§ **INSTRUCTIONS FOR THE TASK**: The records below need to be repeated exactly, with every picture left out.

§ **EXERCISE INPUTS**:

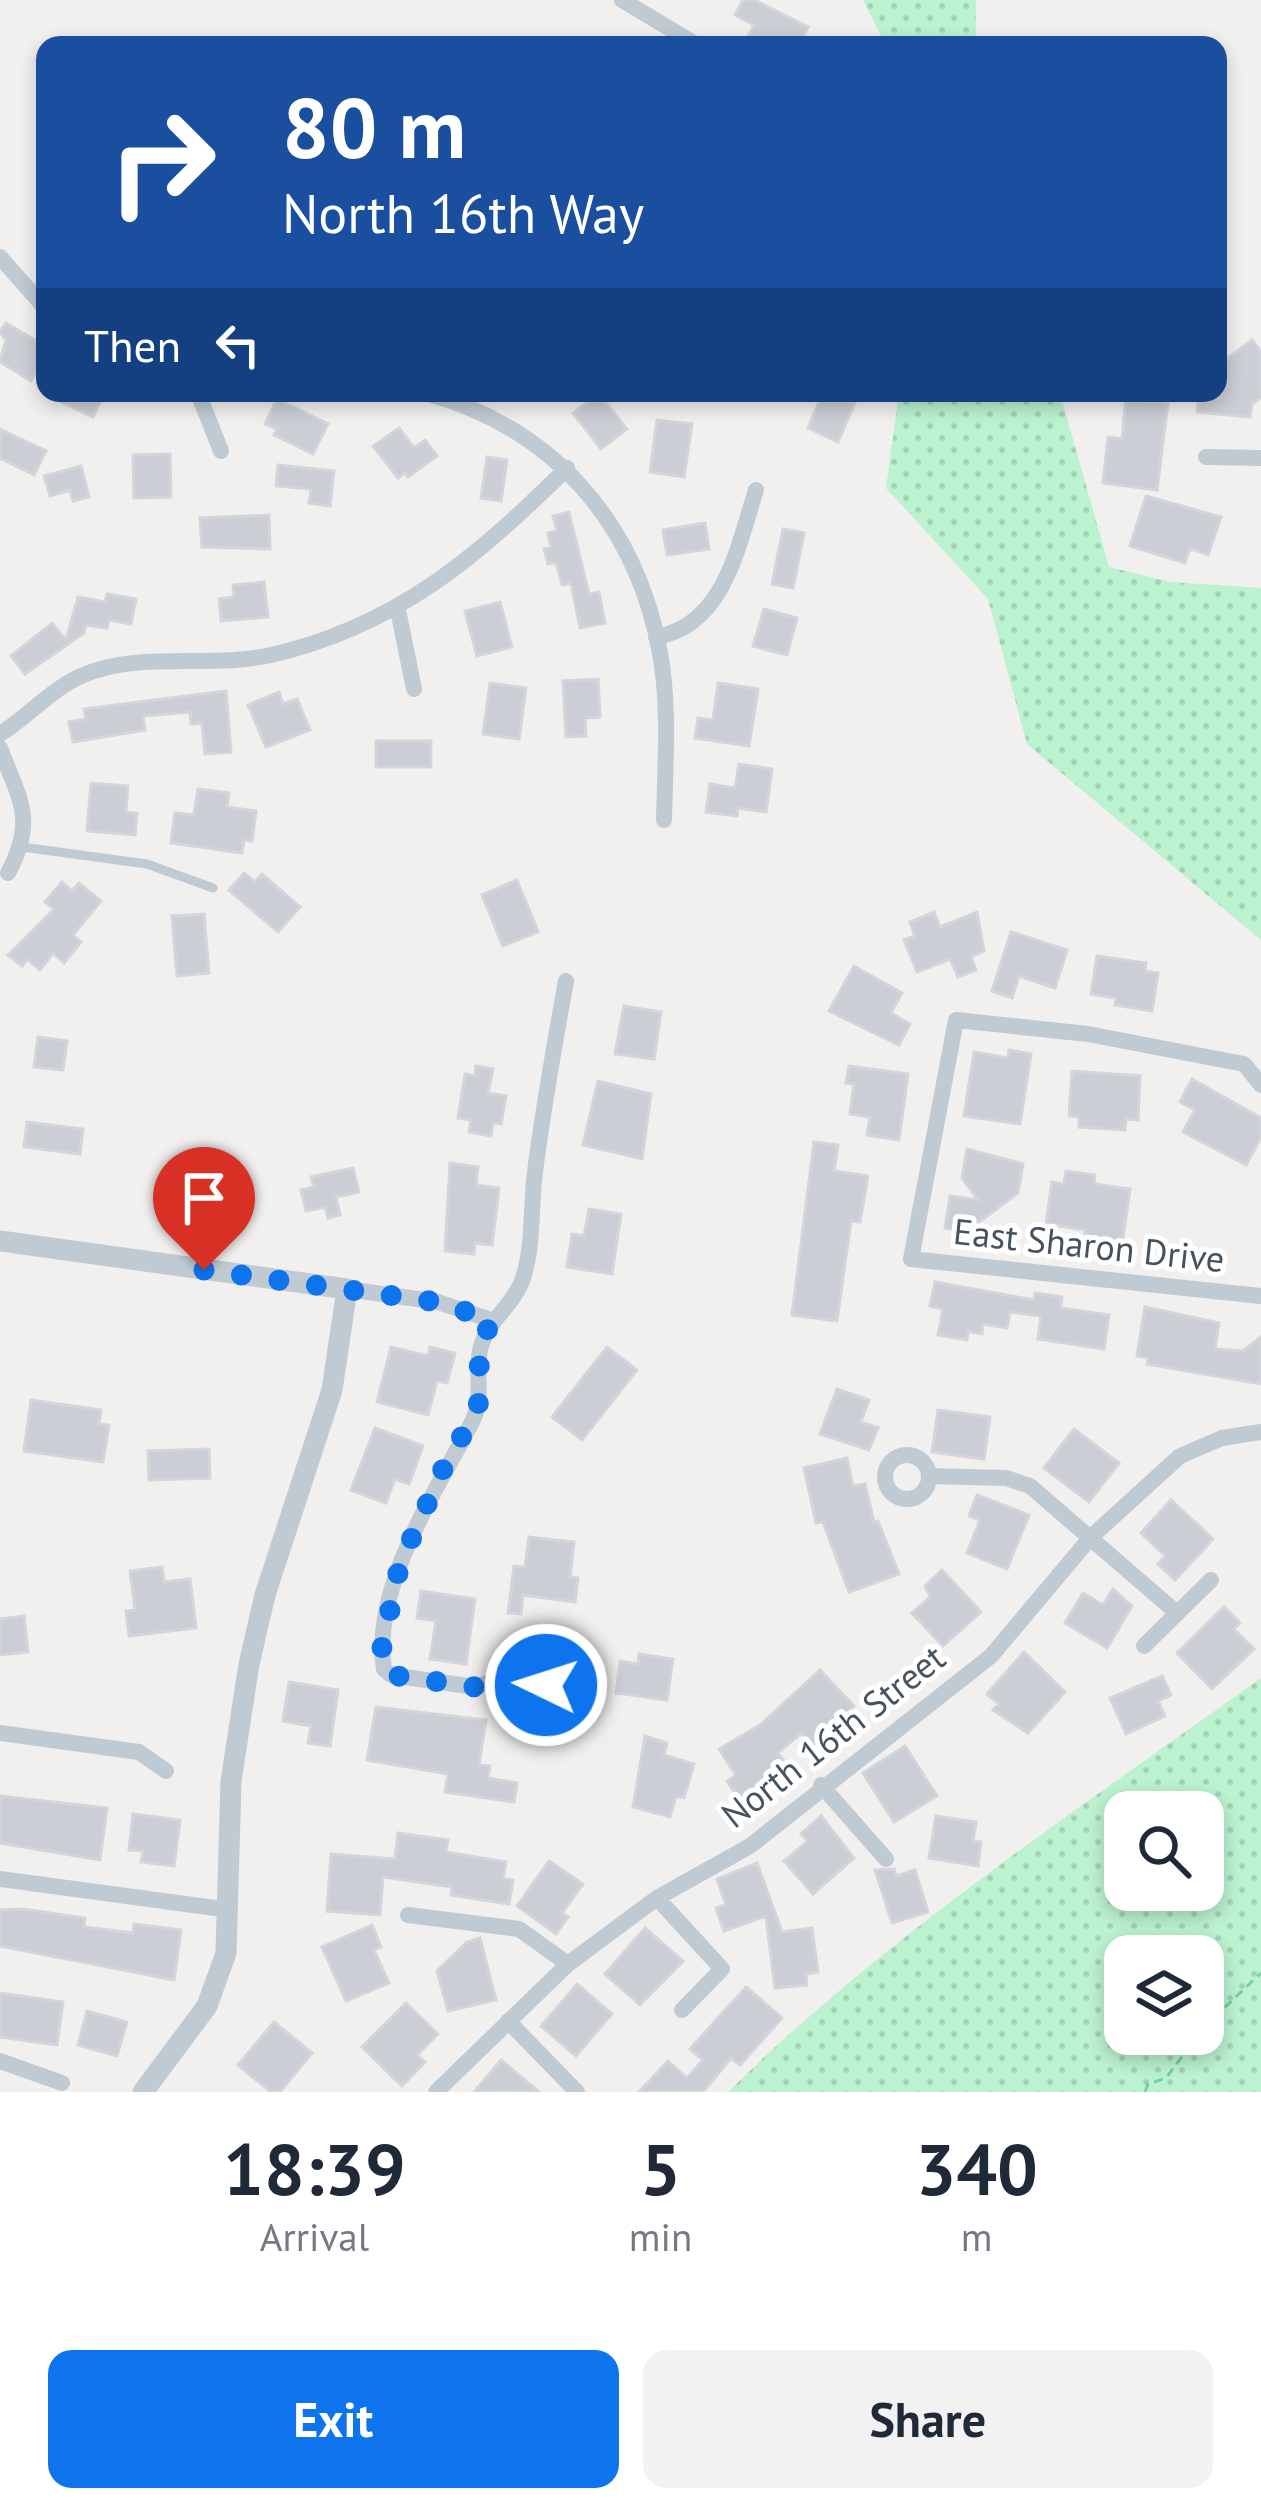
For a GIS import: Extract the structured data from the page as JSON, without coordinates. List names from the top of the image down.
{
  "streets": {
    "street": ["East Sharon Drive", "North 16th Street"]
  },
  "page": {
    "turn": ["80 m", "North 16th Way"],
    "then": "Then",
    "eta": [
      "18:39",
      "Arrival",
      "5",
      "min",
      "340",
      "m"
    ],
    "buttons": ["Exit", "Share"]
  }
}
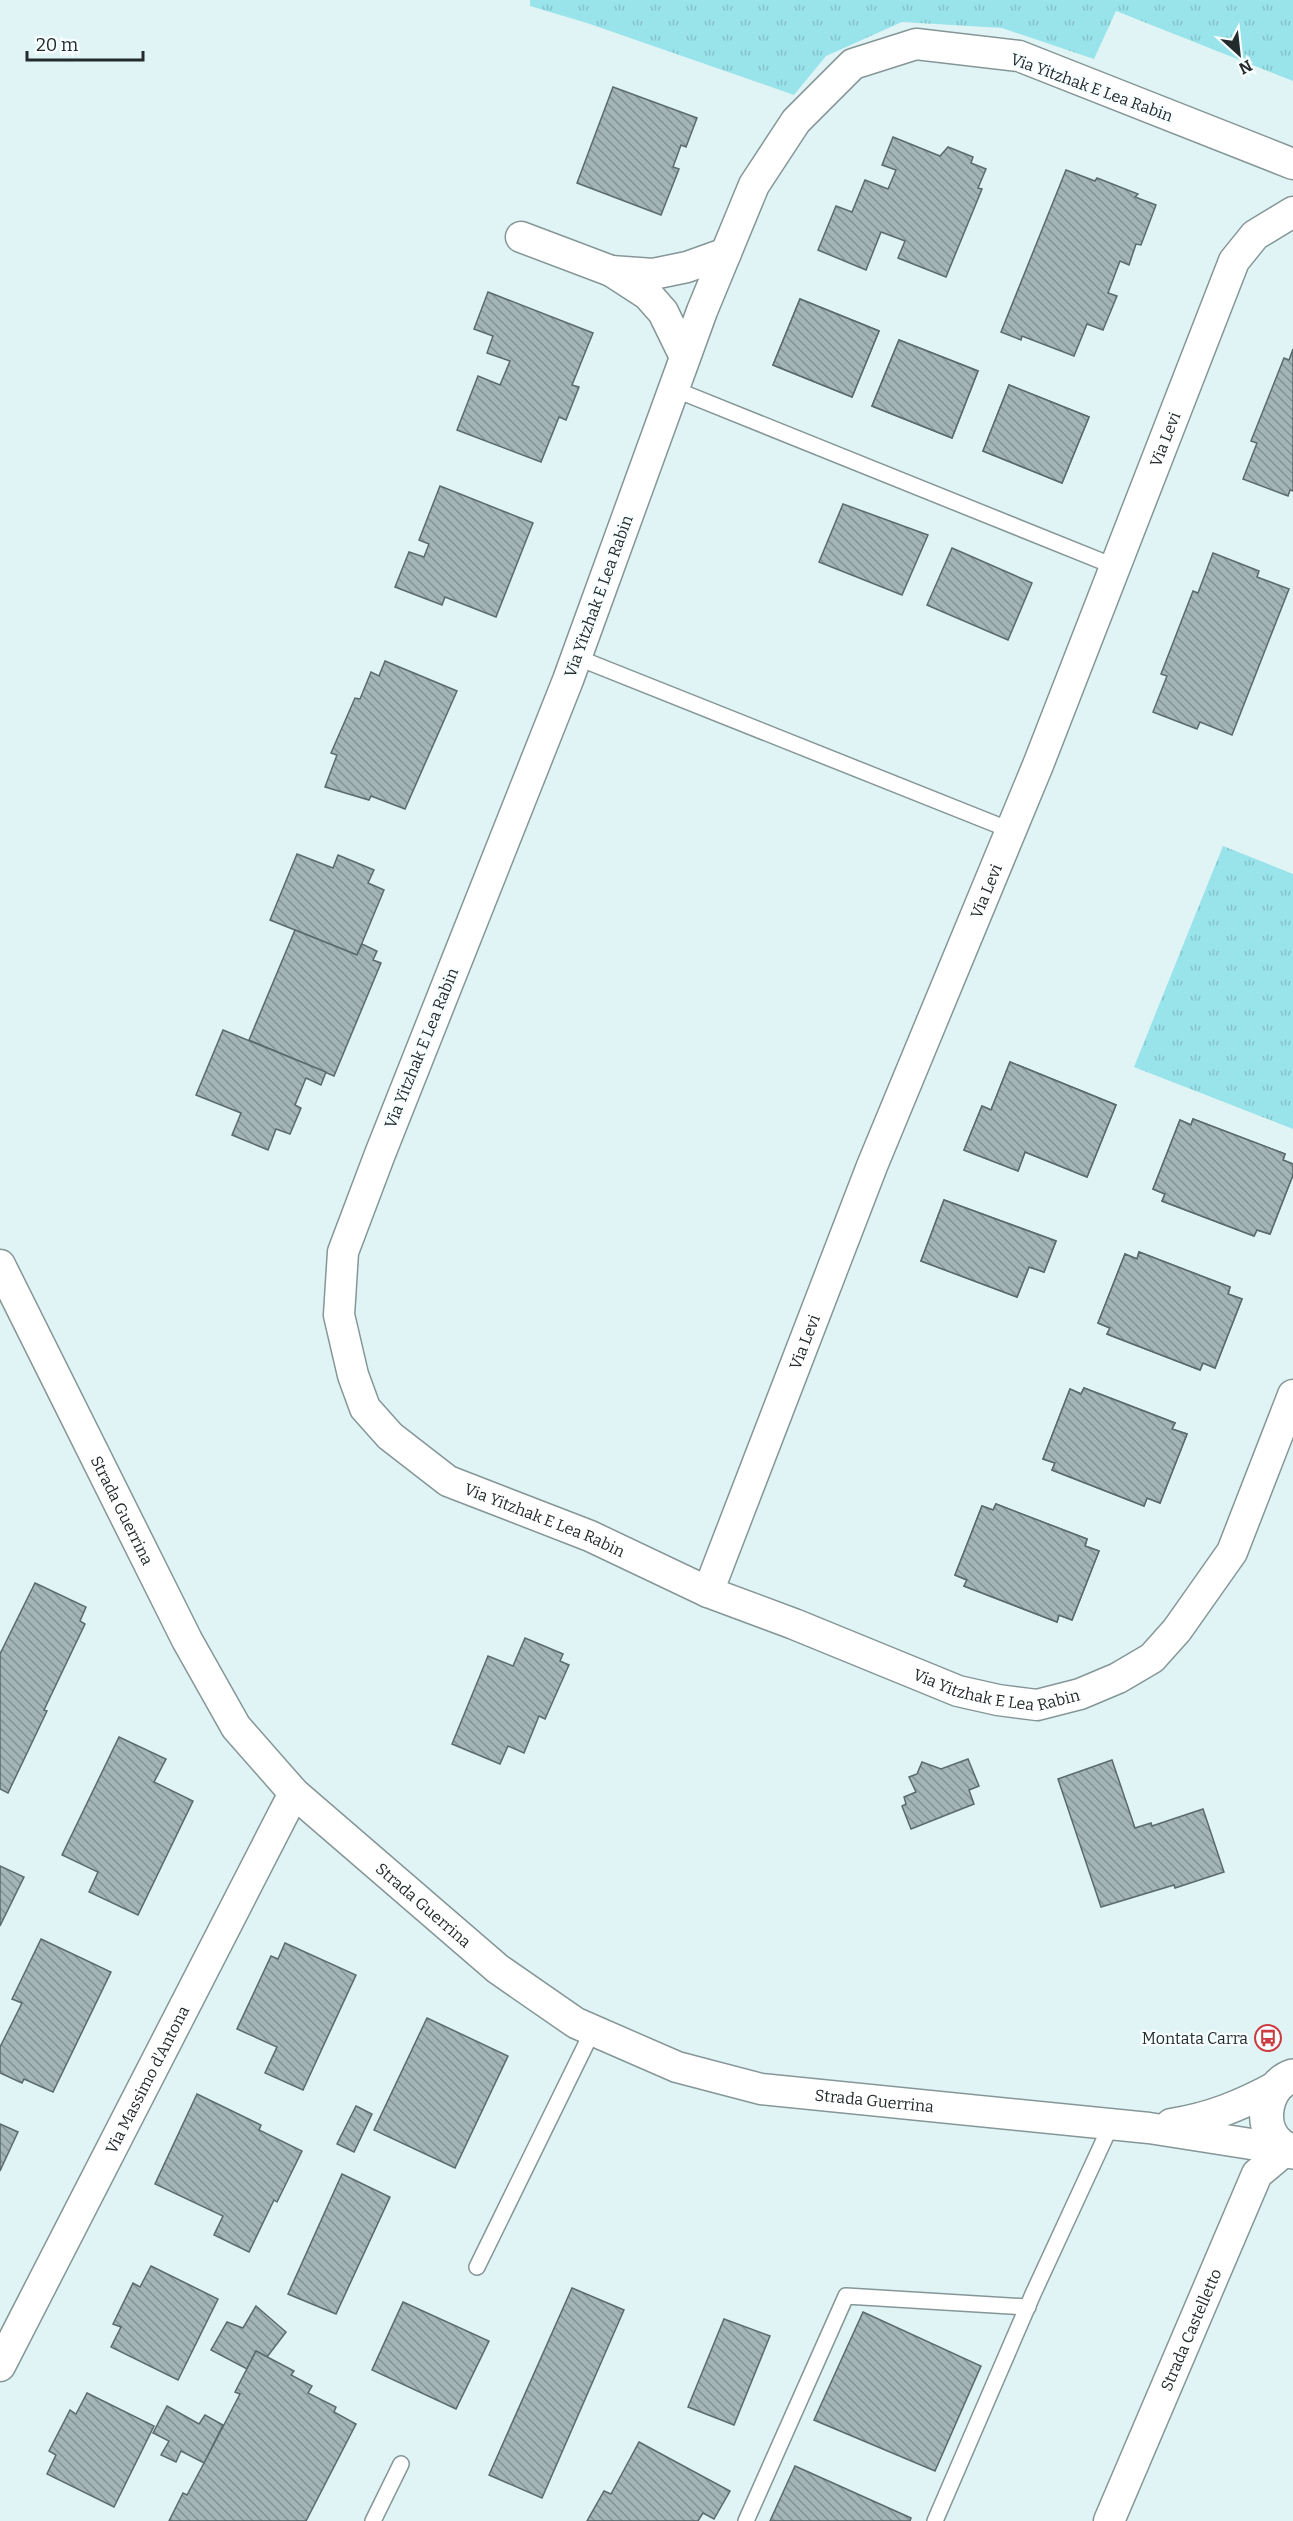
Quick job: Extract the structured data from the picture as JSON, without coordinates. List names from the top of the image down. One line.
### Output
{"streets":{"street":["Via Yitzhak E Lea Rabin","Via Levi","Strada Guerrina","Via Massimo d'Antona","Strada Castelletto"]},"crossings":[["Via Yitzhak E Lea Rabin","Via Levi"],["Strada Guerrina","Via Massimo d'Antona"],["Strada Guerrina","Strada Castelletto"]],"places":{"bus stop":["Montata Carra"]},"scale_bar":"20 m","north":"bottom right"}
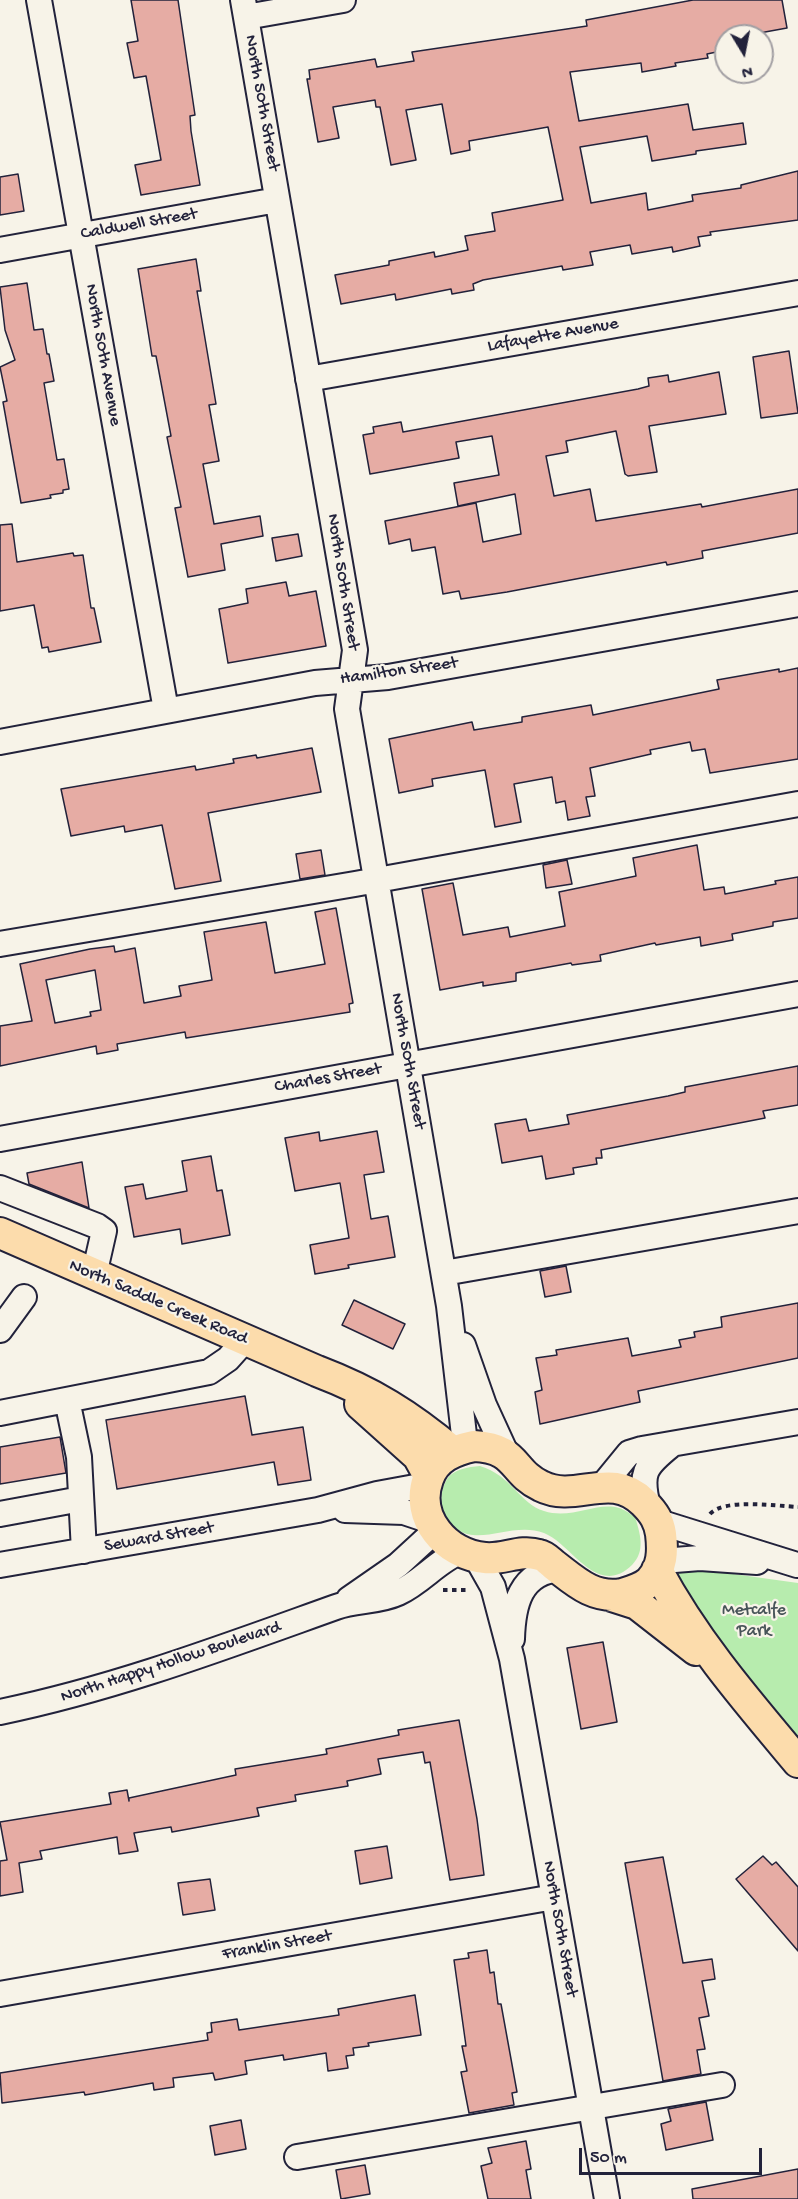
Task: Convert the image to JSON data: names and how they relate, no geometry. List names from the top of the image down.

§ **RESPONSE TO THIS TASK**:
For a GIS import: Extract the structured data from the page as JSON, without coordinates. List names from the top of the image down.
{
  "streets": {
    "street": ["East Sharon Drive", "North 16th Street"]
  },
  "page": {
    "turn": ["80 m", "North 16th Way"],
    "then": "Then",
    "eta": [
      "18:39",
      "Arrival",
      "5",
      "min",
      "340",
      "m"
    ],
    "buttons": ["Exit", "Share"]
  }
}
Quick job: Extract the structured data from the picture as JSON, without coordinates. List names from the top of the image down. One line.
### Output
{"streets":{"street":["Via Yitzhak E Lea Rabin","Via Levi","Strada Guerrina","Via Massimo d'Antona","Strada Castelletto"]},"crossings":[["Via Yitzhak E Lea Rabin","Via Levi"],["Strada Guerrina","Via Massimo d'Antona"],["Strada Guerrina","Strada Castelletto"]],"places":{"bus stop":["Montata Carra"]},"scale_bar":"20 m","north":"bottom right"}
Task: Convert the image to JSON data: names and how they relate, no geometry. List names from the top of the image down.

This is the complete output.